Chateau de Selliny’de hayatta kalanlar Paris’e dönmek için
ortaya çıkarlar.
120 gün önce 4 dinsiz ve ahlaksız serseri, fesatlıkları ve
düşkünlükleri yüzünden inzivaya çekildi. Onlar için bir kadının hayatı bir
sineğin hayatından farksızdı. Yanlarında 8 genç ergen kızı ve 4 olgun kadını
nefislerine hizmet etmeleri için götürdüler. İşte bu cümbüşlerden hayatta
kalanlar Chateau de Selliny’i terk ettiler. Bu 4 kışkırtıcıdan ilk ve en
önemlisi olan Duc de Blangis’tir.
Comment / Yorum:
Luis Buñuel, 2. filmi “L’age d’Or / Altın Çağ”da tıpkı ilk
filminde olduğu gibi ünlü ressam dostu Salvador Dali’yle bir araya gelir.
İkili, Marquis de Sade’in romanından yola çıkarak filmin senaryosunu yazarlar.
Buñuel, filmi yönetir. Ayrıca filmin müziklerini ve kurgusunu da kendisi yapar.
1930 yapımı film, Fransa’da çekilen ilk sesli filmlerden biri olur. Filmin
çekimleri Fransa ve İspanya’da yapılır. Dali’yle Buñuel’in tartışmaları ve
Buñuel’in Dali’yi yapımın dışında bırakmasıyla ikilinin sinemadaki ortaklıkları
biter.
Filmde birbirlerini tutkuyla istemelerine karşın kavuşamayan
bir adamla bir kadının hikayesi üzerinden gelenekçi, tutucu, milliyetçi, dindar
toplum ve aile düzenleri eleştirilir. Soyluların ve burjuvanın yaşam tarzları
sorgulanır. Gerçeküstücülük deyince akla gelen ilk 2 isim Salvador Dali ve Luis
Buñuel, düşle gerçeği içi içe sokan sadist bir taşlama dili kullanırlar.

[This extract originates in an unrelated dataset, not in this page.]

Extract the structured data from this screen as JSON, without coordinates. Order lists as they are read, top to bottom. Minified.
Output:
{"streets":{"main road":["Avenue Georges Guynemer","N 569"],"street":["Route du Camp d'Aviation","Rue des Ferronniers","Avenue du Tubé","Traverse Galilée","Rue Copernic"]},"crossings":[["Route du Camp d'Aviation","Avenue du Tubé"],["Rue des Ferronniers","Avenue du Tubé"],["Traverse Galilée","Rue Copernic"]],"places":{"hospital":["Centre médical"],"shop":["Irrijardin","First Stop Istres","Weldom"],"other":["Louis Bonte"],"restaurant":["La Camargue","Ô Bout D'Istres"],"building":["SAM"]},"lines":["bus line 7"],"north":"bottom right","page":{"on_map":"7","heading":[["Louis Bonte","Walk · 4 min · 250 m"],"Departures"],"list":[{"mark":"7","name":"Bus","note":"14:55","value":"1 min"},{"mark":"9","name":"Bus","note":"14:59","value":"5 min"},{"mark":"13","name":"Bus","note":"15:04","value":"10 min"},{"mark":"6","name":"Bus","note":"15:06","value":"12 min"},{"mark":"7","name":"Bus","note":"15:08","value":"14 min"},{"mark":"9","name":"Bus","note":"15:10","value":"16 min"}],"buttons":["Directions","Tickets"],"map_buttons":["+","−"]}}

Bastırılmış duygular, hayvanlar, şiddet, sürrealizm, olabildiğince az diyalog
ve bağlantı kopukluğundan ötürü zor anlaşılır kurgu filmin öne çıkan tarafları
olur.
L’age d’Or sesli olmasına karşın sessiz filmlerde kullanılan
ara yazı tekniği, bu filmde de uygulandı. Filmin başındaki akrepli sahneler
aslında 1912’de çekilmiş görüntülerdi. Film gösterime girdiğinde büyük
tepkilerle karşılaştı ve yarım asıra yaklaşan yasaklamalara maruz kaldı. Filmin
Amerika gösterimi ancak 1 Kasım 1979 tarihinde yapılabildi.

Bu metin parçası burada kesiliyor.